§ STUDY MATERIAL
<<<<

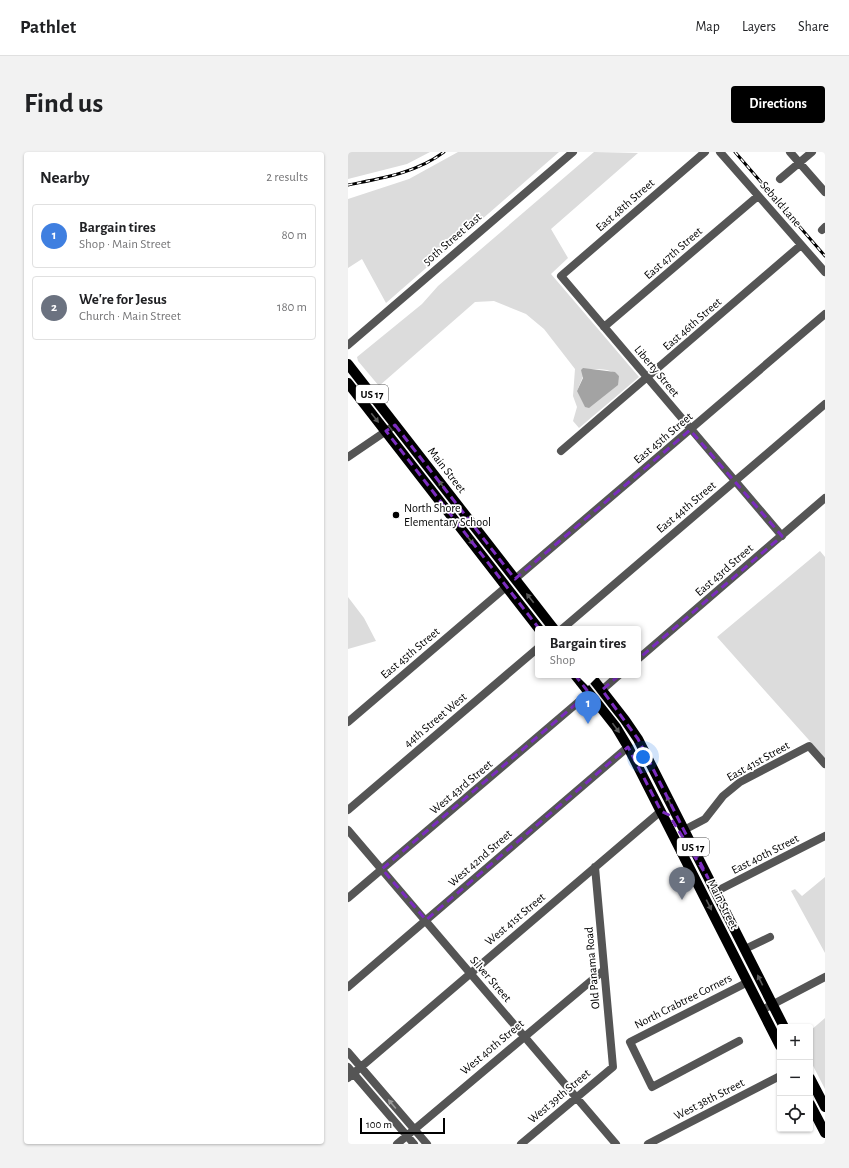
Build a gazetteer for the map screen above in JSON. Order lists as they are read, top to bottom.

>>>>
<<<<

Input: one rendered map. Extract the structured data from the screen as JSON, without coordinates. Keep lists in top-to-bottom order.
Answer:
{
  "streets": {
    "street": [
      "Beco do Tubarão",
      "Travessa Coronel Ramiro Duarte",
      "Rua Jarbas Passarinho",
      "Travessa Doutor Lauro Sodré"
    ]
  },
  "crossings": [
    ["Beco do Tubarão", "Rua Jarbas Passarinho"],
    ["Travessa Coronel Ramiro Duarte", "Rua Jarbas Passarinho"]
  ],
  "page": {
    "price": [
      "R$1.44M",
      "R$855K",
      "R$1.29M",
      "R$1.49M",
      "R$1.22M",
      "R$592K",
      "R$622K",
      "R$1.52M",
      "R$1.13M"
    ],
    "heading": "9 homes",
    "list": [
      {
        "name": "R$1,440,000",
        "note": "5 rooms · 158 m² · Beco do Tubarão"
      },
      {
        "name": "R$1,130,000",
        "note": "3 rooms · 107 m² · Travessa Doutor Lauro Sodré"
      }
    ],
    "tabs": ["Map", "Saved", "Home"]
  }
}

>>>>

§ EXERCISE
Go through the records line by line, and copy each line that holds the string "lists".

§ ANSWER BOX
Build a gazetteer for the map screen above in JSON. Order lists as they are read, top to bottom.
Input: one rendered map. Extract the structured data from the screen as JSON, without coordinates. Keep lists in top-to-bottom order.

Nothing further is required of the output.